▶ **Given entries**
▽
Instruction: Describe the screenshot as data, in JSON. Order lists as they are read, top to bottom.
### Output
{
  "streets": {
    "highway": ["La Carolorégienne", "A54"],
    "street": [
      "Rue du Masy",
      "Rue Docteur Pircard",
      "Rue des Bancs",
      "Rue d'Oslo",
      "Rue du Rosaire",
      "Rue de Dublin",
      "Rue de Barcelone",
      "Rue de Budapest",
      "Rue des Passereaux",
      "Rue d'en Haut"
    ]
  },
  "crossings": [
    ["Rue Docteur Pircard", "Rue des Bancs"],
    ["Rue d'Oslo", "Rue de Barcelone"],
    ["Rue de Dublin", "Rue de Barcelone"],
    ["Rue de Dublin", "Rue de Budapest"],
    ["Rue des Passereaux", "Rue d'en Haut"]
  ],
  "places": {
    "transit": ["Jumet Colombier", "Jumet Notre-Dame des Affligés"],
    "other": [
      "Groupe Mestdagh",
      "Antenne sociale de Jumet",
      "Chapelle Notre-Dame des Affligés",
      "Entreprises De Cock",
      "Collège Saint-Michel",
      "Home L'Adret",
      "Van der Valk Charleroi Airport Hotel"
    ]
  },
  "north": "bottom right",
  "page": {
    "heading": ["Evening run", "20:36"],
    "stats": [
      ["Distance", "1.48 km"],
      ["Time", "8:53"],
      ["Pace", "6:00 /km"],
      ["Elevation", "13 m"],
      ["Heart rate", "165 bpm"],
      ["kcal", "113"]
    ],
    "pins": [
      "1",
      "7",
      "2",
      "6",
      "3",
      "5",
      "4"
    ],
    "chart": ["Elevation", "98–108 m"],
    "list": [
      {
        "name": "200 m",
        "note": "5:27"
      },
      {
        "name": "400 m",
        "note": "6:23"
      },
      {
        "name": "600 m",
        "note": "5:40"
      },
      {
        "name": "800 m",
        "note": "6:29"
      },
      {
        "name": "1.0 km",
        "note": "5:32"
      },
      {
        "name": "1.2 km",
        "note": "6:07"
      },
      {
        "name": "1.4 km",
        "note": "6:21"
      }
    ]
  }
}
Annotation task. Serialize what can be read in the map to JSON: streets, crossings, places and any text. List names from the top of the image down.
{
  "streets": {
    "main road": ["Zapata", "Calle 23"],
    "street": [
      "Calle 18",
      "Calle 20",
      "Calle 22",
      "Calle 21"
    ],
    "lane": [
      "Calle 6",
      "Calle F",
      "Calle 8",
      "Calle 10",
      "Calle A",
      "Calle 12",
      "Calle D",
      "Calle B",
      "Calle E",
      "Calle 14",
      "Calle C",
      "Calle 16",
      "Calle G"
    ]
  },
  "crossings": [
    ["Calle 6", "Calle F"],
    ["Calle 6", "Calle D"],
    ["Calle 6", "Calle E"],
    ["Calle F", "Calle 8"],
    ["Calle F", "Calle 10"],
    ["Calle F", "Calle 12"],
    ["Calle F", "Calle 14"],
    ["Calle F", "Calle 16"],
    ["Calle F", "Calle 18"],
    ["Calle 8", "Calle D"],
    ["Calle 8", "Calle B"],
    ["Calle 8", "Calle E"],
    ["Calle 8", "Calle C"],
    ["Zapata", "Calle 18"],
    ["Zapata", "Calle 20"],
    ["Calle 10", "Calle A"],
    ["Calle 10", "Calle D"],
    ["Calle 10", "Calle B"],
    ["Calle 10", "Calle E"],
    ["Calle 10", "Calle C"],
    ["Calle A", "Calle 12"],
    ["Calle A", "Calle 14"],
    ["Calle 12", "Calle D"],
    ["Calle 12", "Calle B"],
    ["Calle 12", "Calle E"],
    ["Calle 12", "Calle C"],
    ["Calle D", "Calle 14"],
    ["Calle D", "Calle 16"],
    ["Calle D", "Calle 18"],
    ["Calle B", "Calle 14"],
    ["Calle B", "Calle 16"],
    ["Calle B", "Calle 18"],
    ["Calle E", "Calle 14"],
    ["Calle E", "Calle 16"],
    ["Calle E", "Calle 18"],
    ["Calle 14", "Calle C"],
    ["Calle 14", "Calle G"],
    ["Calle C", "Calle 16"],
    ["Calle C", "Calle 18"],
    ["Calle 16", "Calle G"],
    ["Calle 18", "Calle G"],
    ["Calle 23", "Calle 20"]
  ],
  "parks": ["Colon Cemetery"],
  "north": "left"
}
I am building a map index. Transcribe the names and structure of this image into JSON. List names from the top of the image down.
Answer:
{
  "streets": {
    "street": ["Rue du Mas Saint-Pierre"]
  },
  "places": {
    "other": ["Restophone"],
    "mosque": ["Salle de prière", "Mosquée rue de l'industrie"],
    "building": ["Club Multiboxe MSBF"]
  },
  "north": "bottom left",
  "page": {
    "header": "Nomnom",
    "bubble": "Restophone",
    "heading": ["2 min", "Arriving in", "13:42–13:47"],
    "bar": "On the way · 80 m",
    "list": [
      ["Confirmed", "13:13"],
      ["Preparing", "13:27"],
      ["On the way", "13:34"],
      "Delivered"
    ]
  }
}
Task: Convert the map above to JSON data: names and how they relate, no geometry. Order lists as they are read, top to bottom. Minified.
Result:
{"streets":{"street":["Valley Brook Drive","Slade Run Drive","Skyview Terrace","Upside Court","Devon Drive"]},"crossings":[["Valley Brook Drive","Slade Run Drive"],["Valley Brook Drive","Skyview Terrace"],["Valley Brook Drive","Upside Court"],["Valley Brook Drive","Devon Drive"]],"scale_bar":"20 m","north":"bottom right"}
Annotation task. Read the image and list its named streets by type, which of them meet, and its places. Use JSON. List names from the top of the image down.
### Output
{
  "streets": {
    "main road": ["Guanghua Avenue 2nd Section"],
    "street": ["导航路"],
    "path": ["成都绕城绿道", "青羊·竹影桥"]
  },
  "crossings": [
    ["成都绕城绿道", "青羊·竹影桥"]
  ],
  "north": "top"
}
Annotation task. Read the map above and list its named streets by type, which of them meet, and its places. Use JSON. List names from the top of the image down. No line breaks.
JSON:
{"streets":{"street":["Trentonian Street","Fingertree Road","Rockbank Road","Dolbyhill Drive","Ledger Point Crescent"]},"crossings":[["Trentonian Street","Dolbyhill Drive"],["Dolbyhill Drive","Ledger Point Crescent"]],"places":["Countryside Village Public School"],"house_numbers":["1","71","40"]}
△
▶ **Required action**
When you output the entries, keep every word exactly as it stands.

▶ **Reply**
Instruction: Describe the screenshot as data, in JSON. Order lists as they are read, top to bottom.
### Output
{
  "streets": {
    "highway": ["La Carolorégienne", "A54"],
    "street": [
      "Rue du Masy",
      "Rue Docteur Pircard",
      "Rue des Bancs",
      "Rue d'Oslo",
      "Rue du Rosaire",
      "Rue de Dublin",
      "Rue de Barcelone",
      "Rue de Budapest",
      "Rue des Passereaux",
      "Rue d'en Haut"
    ]
  },
  "crossings": [
    ["Rue Docteur Pircard", "Rue des Bancs"],
    ["Rue d'Oslo", "Rue de Barcelone"],
    ["Rue de Dublin", "Rue de Barcelone"],
    ["Rue de Dublin", "Rue de Budapest"],
    ["Rue des Passereaux", "Rue d'en Haut"]
  ],
  "places": {
    "transit": ["Jumet Colombier", "Jumet Notre-Dame des Affligés"],
    "other": [
      "Groupe Mestdagh",
      "Antenne sociale de Jumet",
      "Chapelle Notre-Dame des Affligés",
      "Entreprises De Cock",
      "Collège Saint-Michel",
      "Home L'Adret",
      "Van der Valk Charleroi Airport Hotel"
    ]
  },
  "north": "bottom right",
  "page": {
    "heading": ["Evening run", "20:36"],
    "stats": [
      ["Distance", "1.48 km"],
      ["Time", "8:53"],
      ["Pace", "6:00 /km"],
      ["Elevation", "13 m"],
      ["Heart rate", "165 bpm"],
      ["kcal", "113"]
    ],
    "pins": [
      "1",
      "7",
      "2",
      "6",
      "3",
      "5",
      "4"
    ],
    "chart": ["Elevation", "98–108 m"],
    "list": [
      {
        "name": "200 m",
        "note": "5:27"
      },
      {
        "name": "400 m",
        "note": "6:23"
      },
      {
        "name": "600 m",
        "note": "5:40"
      },
      {
        "name": "800 m",
        "note": "6:29"
      },
      {
        "name": "1.0 km",
        "note": "5:32"
      },
      {
        "name": "1.2 km",
        "note": "6:07"
      },
      {
        "name": "1.4 km",
        "note": "6:21"
      }
    ]
  }
}
Annotation task. Serialize what can be read in the map to JSON: streets, crossings, places and any text. List names from the top of the image down.
{
  "streets": {
    "main road": ["Zapata", "Calle 23"],
    "street": [
      "Calle 18",
      "Calle 20",
      "Calle 22",
      "Calle 21"
    ],
    "lane": [
      "Calle 6",
      "Calle F",
      "Calle 8",
      "Calle 10",
      "Calle A",
      "Calle 12",
      "Calle D",
      "Calle B",
      "Calle E",
      "Calle 14",
      "Calle C",
      "Calle 16",
      "Calle G"
    ]
  },
  "crossings": [
    ["Calle 6", "Calle F"],
    ["Calle 6", "Calle D"],
    ["Calle 6", "Calle E"],
    ["Calle F", "Calle 8"],
    ["Calle F", "Calle 10"],
    ["Calle F", "Calle 12"],
    ["Calle F", "Calle 14"],
    ["Calle F", "Calle 16"],
    ["Calle F", "Calle 18"],
    ["Calle 8", "Calle D"],
    ["Calle 8", "Calle B"],
    ["Calle 8", "Calle E"],
    ["Calle 8", "Calle C"],
    ["Zapata", "Calle 18"],
    ["Zapata", "Calle 20"],
    ["Calle 10", "Calle A"],
    ["Calle 10", "Calle D"],
    ["Calle 10", "Calle B"],
    ["Calle 10", "Calle E"],
    ["Calle 10", "Calle C"],
    ["Calle A", "Calle 12"],
    ["Calle A", "Calle 14"],
    ["Calle 12", "Calle D"],
    ["Calle 12", "Calle B"],
    ["Calle 12", "Calle E"],
    ["Calle 12", "Calle C"],
    ["Calle D", "Calle 14"],
    ["Calle D", "Calle 16"],
    ["Calle D", "Calle 18"],
    ["Calle B", "Calle 14"],
    ["Calle B", "Calle 16"],
    ["Calle B", "Calle 18"],
    ["Calle E", "Calle 14"],
    ["Calle E", "Calle 16"],
    ["Calle E", "Calle 18"],
    ["Calle 14", "Calle C"],
    ["Calle 14", "Calle G"],
    ["Calle C", "Calle 16"],
    ["Calle C", "Calle 18"],
    ["Calle 16", "Calle G"],
    ["Calle 18", "Calle G"],
    ["Calle 23", "Calle 20"]
  ],
  "parks": ["Colon Cemetery"],
  "north": "left"
}
I am building a map index. Transcribe the names and structure of this image into JSON. List names from the top of the image down.
Answer:
{
  "streets": {
    "street": ["Rue du Mas Saint-Pierre"]
  },
  "places": {
    "other": ["Restophone"],
    "mosque": ["Salle de prière", "Mosquée rue de l'industrie"],
    "building": ["Club Multiboxe MSBF"]
  },
  "north": "bottom left",
  "page": {
    "header": "Nomnom",
    "bubble": "Restophone",
    "heading": ["2 min", "Arriving in", "13:42–13:47"],
    "bar": "On the way · 80 m",
    "list": [
      ["Confirmed", "13:13"],
      ["Preparing", "13:27"],
      ["On the way", "13:34"],
      "Delivered"
    ]
  }
}
Task: Convert the map above to JSON data: names and how they relate, no geometry. Order lists as they are read, top to bottom. Minified.
Result:
{"streets":{"street":["Valley Brook Drive","Slade Run Drive","Skyview Terrace","Upside Court","Devon Drive"]},"crossings":[["Valley Brook Drive","Slade Run Drive"],["Valley Brook Drive","Skyview Terrace"],["Valley Brook Drive","Upside Court"],["Valley Brook Drive","Devon Drive"]],"scale_bar":"20 m","north":"bottom right"}
Annotation task. Read the image and list its named streets by type, which of them meet, and its places. Use JSON. List names from the top of the image down.
### Output
{
  "streets": {
    "main road": ["Guanghua Avenue 2nd Section"],
    "street": ["导航路"],
    "path": ["成都绕城绿道", "青羊·竹影桥"]
  },
  "crossings": [
    ["成都绕城绿道", "青羊·竹影桥"]
  ],
  "north": "top"
}
Annotation task. Read the map above and list its named streets by type, which of them meet, and its places. Use JSON. List names from the top of the image down. No line breaks.
JSON:
{"streets":{"street":["Trentonian Street","Fingertree Road","Rockbank Road","Dolbyhill Drive","Ledger Point Crescent"]},"crossings":[["Trentonian Street","Dolbyhill Drive"],["Dolbyhill Drive","Ledger Point Crescent"]],"places":["Countryside Village Public School"],"house_numbers":["1","71","40"]}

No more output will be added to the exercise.